- **Task objective**: Reprint the listing. Every line must match the original exactly.
---+---
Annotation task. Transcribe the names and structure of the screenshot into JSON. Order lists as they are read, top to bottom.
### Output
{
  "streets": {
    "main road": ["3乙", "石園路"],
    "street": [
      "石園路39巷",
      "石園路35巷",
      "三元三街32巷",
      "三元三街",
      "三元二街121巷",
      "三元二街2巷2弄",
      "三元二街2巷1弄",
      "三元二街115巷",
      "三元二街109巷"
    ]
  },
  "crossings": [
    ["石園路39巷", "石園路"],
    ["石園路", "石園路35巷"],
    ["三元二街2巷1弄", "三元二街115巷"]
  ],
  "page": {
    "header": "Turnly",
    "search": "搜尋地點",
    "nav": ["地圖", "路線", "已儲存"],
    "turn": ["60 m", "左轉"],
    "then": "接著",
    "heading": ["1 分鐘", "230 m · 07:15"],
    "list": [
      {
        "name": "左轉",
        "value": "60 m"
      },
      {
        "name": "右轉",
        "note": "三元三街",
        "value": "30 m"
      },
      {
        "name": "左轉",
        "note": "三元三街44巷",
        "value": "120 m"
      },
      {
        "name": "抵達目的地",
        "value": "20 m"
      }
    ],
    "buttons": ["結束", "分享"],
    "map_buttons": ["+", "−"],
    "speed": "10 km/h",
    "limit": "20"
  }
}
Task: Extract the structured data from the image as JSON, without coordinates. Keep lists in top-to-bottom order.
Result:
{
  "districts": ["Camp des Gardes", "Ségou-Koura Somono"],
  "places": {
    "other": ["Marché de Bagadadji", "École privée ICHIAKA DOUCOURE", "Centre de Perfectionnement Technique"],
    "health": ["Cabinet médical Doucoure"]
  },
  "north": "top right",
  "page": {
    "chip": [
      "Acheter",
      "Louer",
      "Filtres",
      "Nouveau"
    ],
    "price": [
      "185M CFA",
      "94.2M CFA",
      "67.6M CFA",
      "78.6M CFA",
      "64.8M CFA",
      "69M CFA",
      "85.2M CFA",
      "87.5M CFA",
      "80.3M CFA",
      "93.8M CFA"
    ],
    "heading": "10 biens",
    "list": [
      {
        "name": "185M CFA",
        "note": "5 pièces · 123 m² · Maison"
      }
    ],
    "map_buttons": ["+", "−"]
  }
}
---+---
- **Solution to the exercise**:
Annotation task. Transcribe the names and structure of the screenshot into JSON. Order lists as they are read, top to bottom.
### Output
{
  "streets": {
    "main road": ["3乙", "石園路"],
    "street": [
      "石園路39巷",
      "石園路35巷",
      "三元三街32巷",
      "三元三街",
      "三元二街121巷",
      "三元二街2巷2弄",
      "三元二街2巷1弄",
      "三元二街115巷",
      "三元二街109巷"
    ]
  },
  "crossings": [
    ["石園路39巷", "石園路"],
    ["石園路", "石園路35巷"],
    ["三元二街2巷1弄", "三元二街115巷"]
  ],
  "page": {
    "header": "Turnly",
    "search": "搜尋地點",
    "nav": ["地圖", "路線", "已儲存"],
    "turn": ["60 m", "左轉"],
    "then": "接著",
    "heading": ["1 分鐘", "230 m · 07:15"],
    "list": [
      {
        "name": "左轉",
        "value": "60 m"
      },
      {
        "name": "右轉",
        "note": "三元三街",
        "value": "30 m"
      },
      {
        "name": "左轉",
        "note": "三元三街44巷",
        "value": "120 m"
      },
      {
        "name": "抵達目的地",
        "value": "20 m"
      }
    ],
    "buttons": ["結束", "分享"],
    "map_buttons": ["+", "−"],
    "speed": "10 km/h",
    "limit": "20"
  }
}
Task: Extract the structured data from the image as JSON, without coordinates. Keep lists in top-to-bottom order.
Result:
{
  "districts": ["Camp des Gardes", "Ségou-Koura Somono"],
  "places": {
    "other": ["Marché de Bagadadji", "École privée ICHIAKA DOUCOURE", "Centre de Perfectionnement Technique"],
    "health": ["Cabinet médical Doucoure"]
  },
  "north": "top right",
  "page": {
    "chip": [
      "Acheter",
      "Louer",
      "Filtres",
      "Nouveau"
    ],
    "price": [
      "185M CFA",
      "94.2M CFA",
      "67.6M CFA",
      "78.6M CFA",
      "64.8M CFA",
      "69M CFA",
      "85.2M CFA",
      "87.5M CFA",
      "80.3M CFA",
      "93.8M CFA"
    ],
    "heading": "10 biens",
    "list": [
      {
        "name": "185M CFA",
        "note": "5 pièces · 123 m² · Maison"
      }
    ],
    "map_buttons": ["+", "−"]
  }
}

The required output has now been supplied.